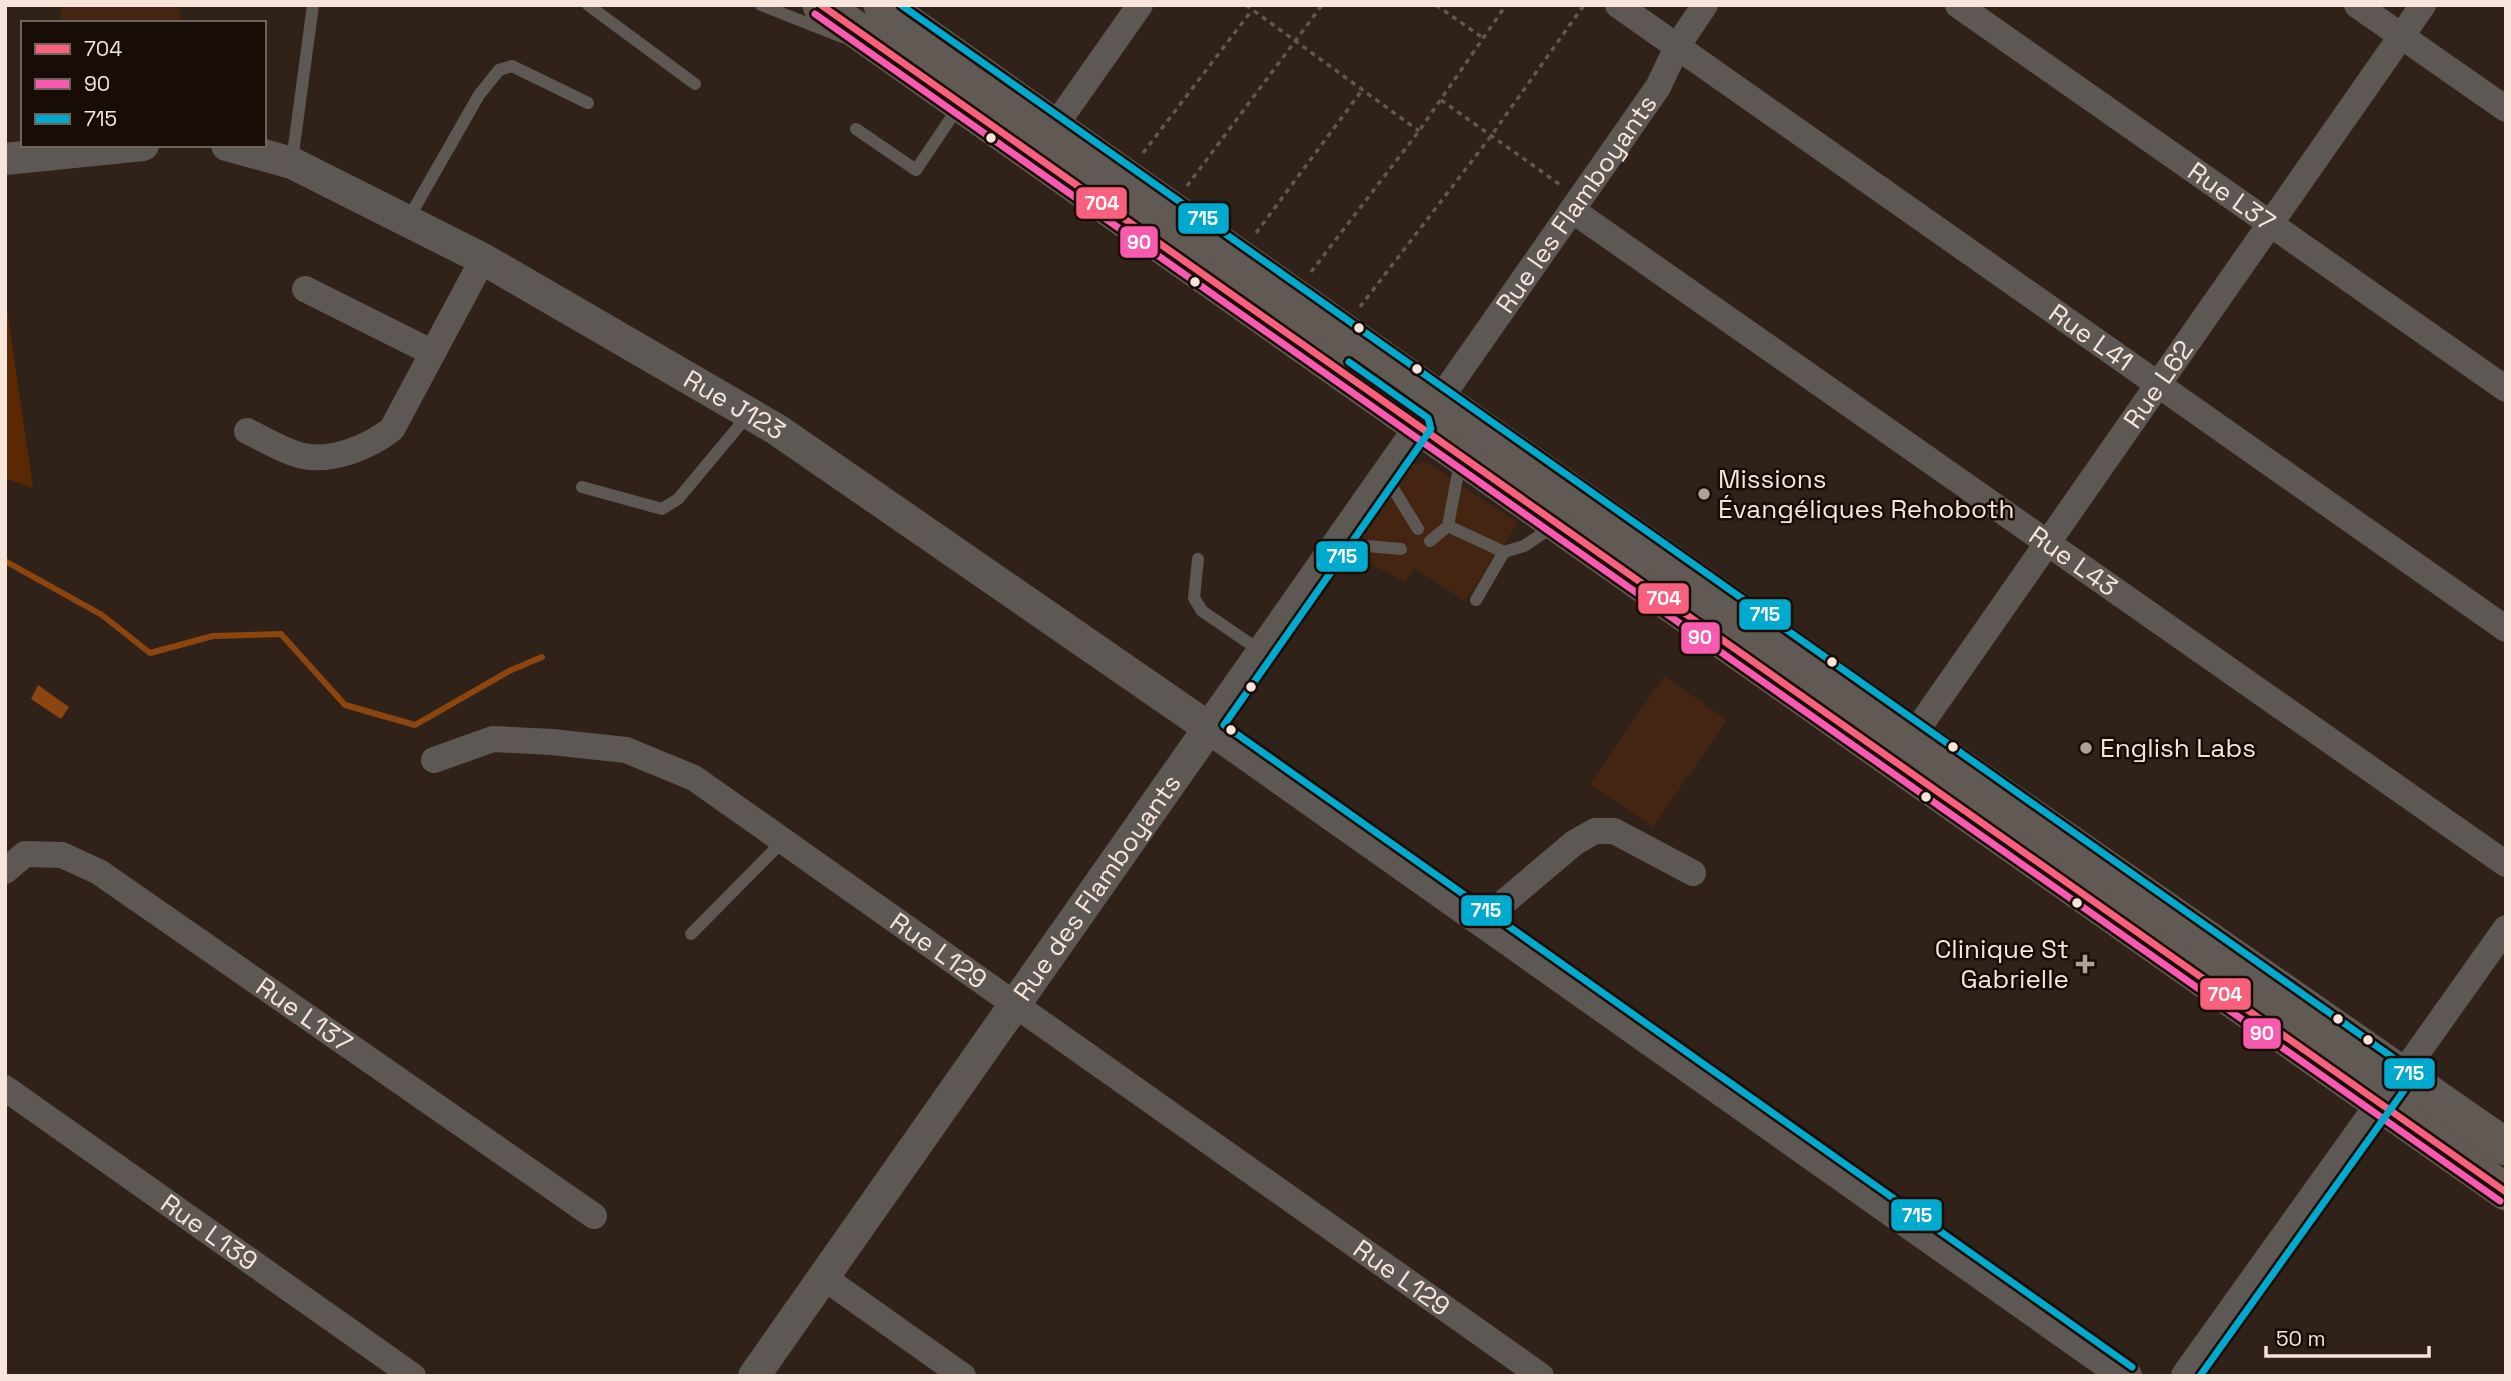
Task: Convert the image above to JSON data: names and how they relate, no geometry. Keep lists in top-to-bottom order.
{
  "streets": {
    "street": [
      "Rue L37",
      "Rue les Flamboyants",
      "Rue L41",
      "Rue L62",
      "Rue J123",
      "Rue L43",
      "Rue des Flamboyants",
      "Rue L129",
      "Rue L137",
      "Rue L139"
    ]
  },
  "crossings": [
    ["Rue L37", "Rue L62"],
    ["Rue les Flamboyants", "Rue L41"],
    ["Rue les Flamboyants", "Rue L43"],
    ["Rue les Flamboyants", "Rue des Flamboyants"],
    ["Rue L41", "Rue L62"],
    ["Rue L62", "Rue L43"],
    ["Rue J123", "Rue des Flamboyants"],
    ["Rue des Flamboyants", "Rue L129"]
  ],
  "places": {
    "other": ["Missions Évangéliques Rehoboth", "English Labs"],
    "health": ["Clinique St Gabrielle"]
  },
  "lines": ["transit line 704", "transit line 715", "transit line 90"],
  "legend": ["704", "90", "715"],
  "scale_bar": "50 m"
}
# # # # # # #
Problem description ::
Output the material above exactly, without pictures.

Written solution ::
Task: Convert the image above to JSON data: names and how they relate, no geometry. Keep lists in top-to-bottom order.
{
  "streets": {
    "street": [
      "Rue L37",
      "Rue les Flamboyants",
      "Rue L41",
      "Rue L62",
      "Rue J123",
      "Rue L43",
      "Rue des Flamboyants",
      "Rue L129",
      "Rue L137",
      "Rue L139"
    ]
  },
  "crossings": [
    ["Rue L37", "Rue L62"],
    ["Rue les Flamboyants", "Rue L41"],
    ["Rue les Flamboyants", "Rue L43"],
    ["Rue les Flamboyants", "Rue des Flamboyants"],
    ["Rue L41", "Rue L62"],
    ["Rue L62", "Rue L43"],
    ["Rue J123", "Rue des Flamboyants"],
    ["Rue des Flamboyants", "Rue L129"]
  ],
  "places": {
    "other": ["Missions Évangéliques Rehoboth", "English Labs"],
    "health": ["Clinique St Gabrielle"]
  },
  "lines": ["transit line 704", "transit line 715", "transit line 90"],
  "legend": ["704", "90", "715"],
  "scale_bar": "50 m"
}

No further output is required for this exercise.